### Activity
For every line below, output the text exactly and leave out images.

# # # #

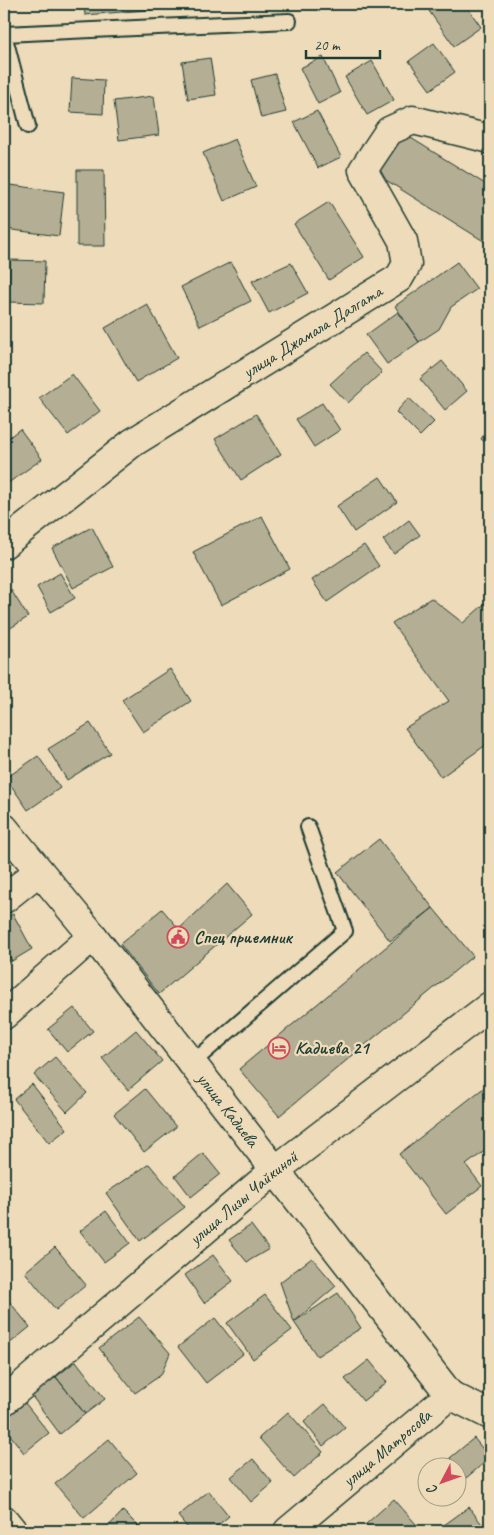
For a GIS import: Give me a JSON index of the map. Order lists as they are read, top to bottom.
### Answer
{
  "streets": {
    "street": [
      "улица Джамала Далгата",
      "улица Кадиева",
      "улица Лизы Чайкиной",
      "улица Матросова"
    ]
  },
  "crossings": [
    ["улица Кадиева", "улица Лизы Чайкиной"],
    ["улица Кадиева", "улица Матросова"]
  ],
  "places": {
    "public building": ["Спец приемник"],
    "hotel": ["Кадиева 21"]
  },
  "scale_bar": "20 m",
  "north": "bottom left"
}
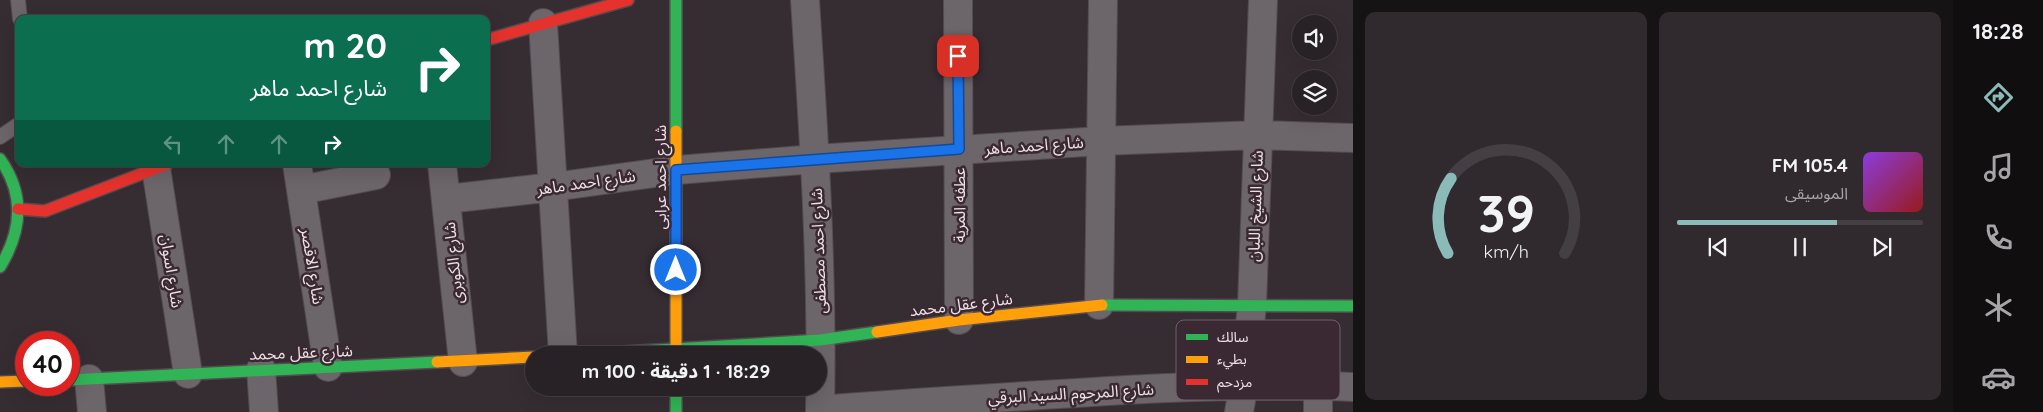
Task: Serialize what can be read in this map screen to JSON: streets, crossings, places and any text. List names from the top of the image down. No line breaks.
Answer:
{"streets":{"street":["شارع احمد ماهر","شارع احمد عرابى","عطفه المرية","شارع الشيخ اللبان","شارع احمد مصطفى","شارع الكوبرى","شارع الاقصر","شارع اسوان","شارع عقل محمد","شارع المرحوم السيد البرقي"]},"crossings":[["شارع احمد ماهر","شارع احمد عرابى"],["شارع احمد ماهر","عطفه المرية"],["شارع احمد ماهر","شارع الشيخ اللبان"],["شارع احمد ماهر","شارع احمد مصطفى"],["شارع احمد ماهر","شارع الكوبرى"],["عطفه المرية","شارع عقل محمد"],["شارع الشيخ اللبان","شارع عقل محمد"],["شارع احمد مصطفى","شارع عقل محمد"],["شارع احمد مصطفى","شارع المرحوم السيد البرقي"],["شارع الكوبرى","شارع عقل محمد"],["شارع الاقصر","شارع عقل محمد"],["شارع اسوان","شارع عقل محمد"]],"legend":["سالك","بطيء","مزدحم"],"page":{"tabs":"18:28","turn":["20 m","شارع احمد ماهر"],"song":["105.4 FM","الموسيقى"],"limit":"40","trip":"18:29 · 1 دقيقة · 100 m","gauge":["39","km/h"]}}
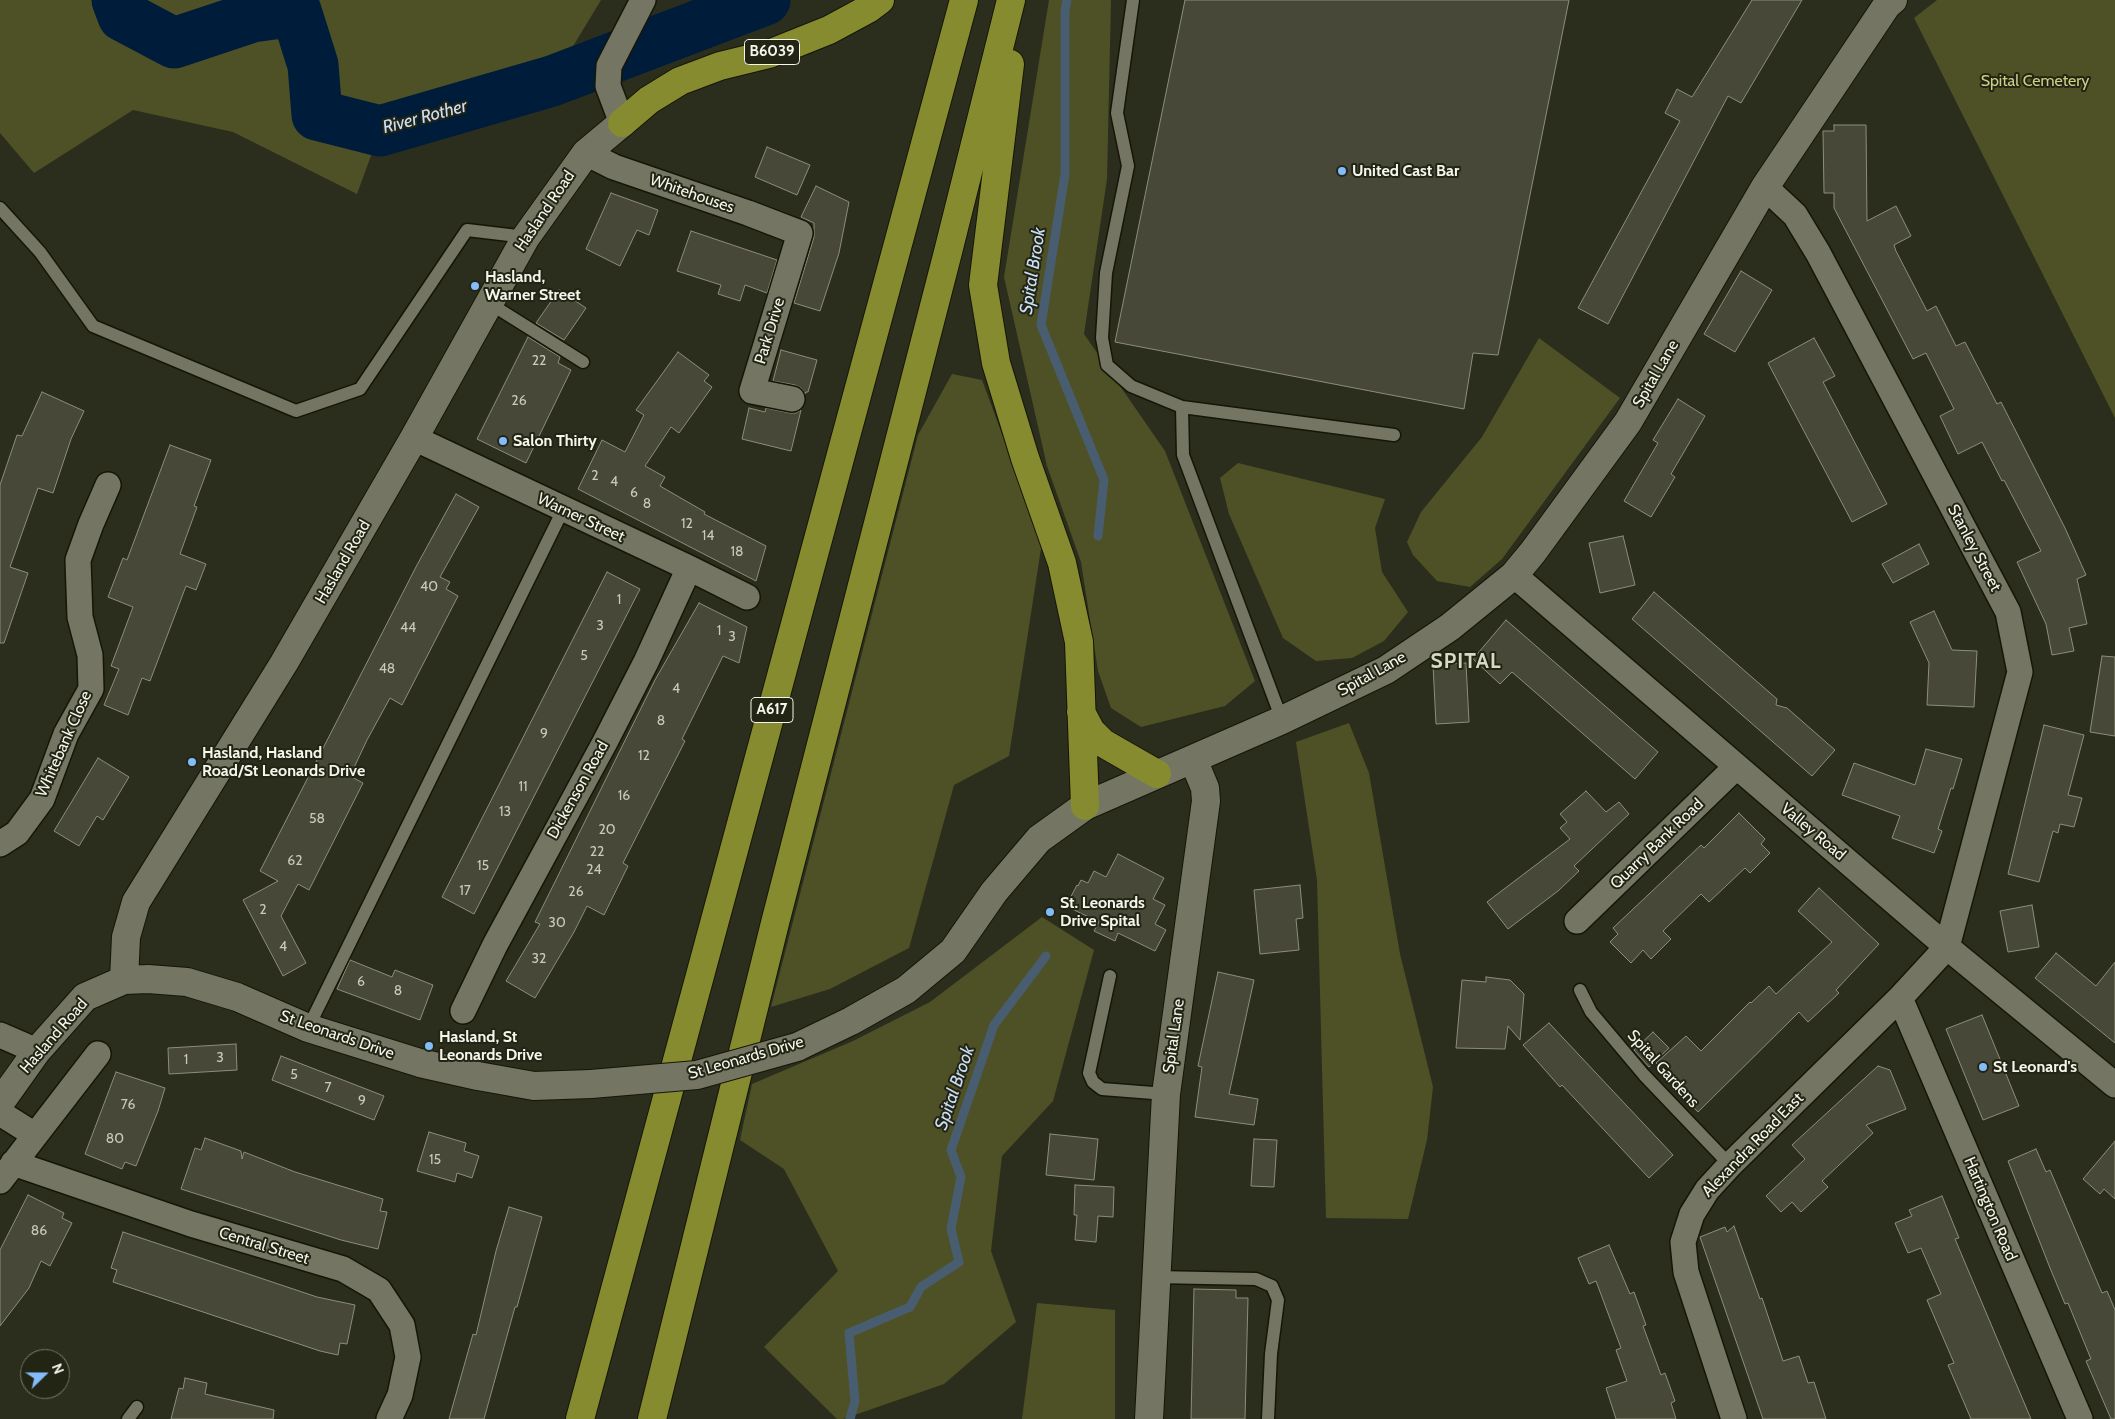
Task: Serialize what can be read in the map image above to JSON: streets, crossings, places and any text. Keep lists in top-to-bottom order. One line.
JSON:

# # # #

### Written response
For a GIS import: Give me a JSON index of the map. Order lists as they are read, top to bottom.
### Answer
{
  "streets": {
    "street": [
      "улица Джамала Далгата",
      "улица Кадиева",
      "улица Лизы Чайкиной",
      "улица Матросова"
    ]
  },
  "crossings": [
    ["улица Кадиева", "улица Лизы Чайкиной"],
    ["улица Кадиева", "улица Матросова"]
  ],
  "places": {
    "public building": ["Спец приемник"],
    "hotel": ["Кадиева 21"]
  },
  "scale_bar": "20 m",
  "north": "bottom left"
}
Task: Serialize what can be read in this map screen to JSON: streets, crossings, places and any text. List names from the top of the image down. No line breaks.
Answer:
{"streets":{"street":["شارع احمد ماهر","شارع احمد عرابى","عطفه المرية","شارع الشيخ اللبان","شارع احمد مصطفى","شارع الكوبرى","شارع الاقصر","شارع اسوان","شارع عقل محمد","شارع المرحوم السيد البرقي"]},"crossings":[["شارع احمد ماهر","شارع احمد عرابى"],["شارع احمد ماهر","عطفه المرية"],["شارع احمد ماهر","شارع الشيخ اللبان"],["شارع احمد ماهر","شارع احمد مصطفى"],["شارع احمد ماهر","شارع الكوبرى"],["عطفه المرية","شارع عقل محمد"],["شارع الشيخ اللبان","شارع عقل محمد"],["شارع احمد مصطفى","شارع عقل محمد"],["شارع احمد مصطفى","شارع المرحوم السيد البرقي"],["شارع الكوبرى","شارع عقل محمد"],["شارع الاقصر","شارع عقل محمد"],["شارع اسوان","شارع عقل محمد"]],"legend":["سالك","بطيء","مزدحم"],"page":{"tabs":"18:28","turn":["20 m","شارع احمد ماهر"],"song":["105.4 FM","الموسيقى"],"limit":"40","trip":"18:29 · 1 دقيقة · 100 m","gauge":["39","km/h"]}}
Task: Serialize what can be read in the map image above to JSON: streets, crossings, places and any text. Keep lists in top-to-bottom order. One line.
JSON:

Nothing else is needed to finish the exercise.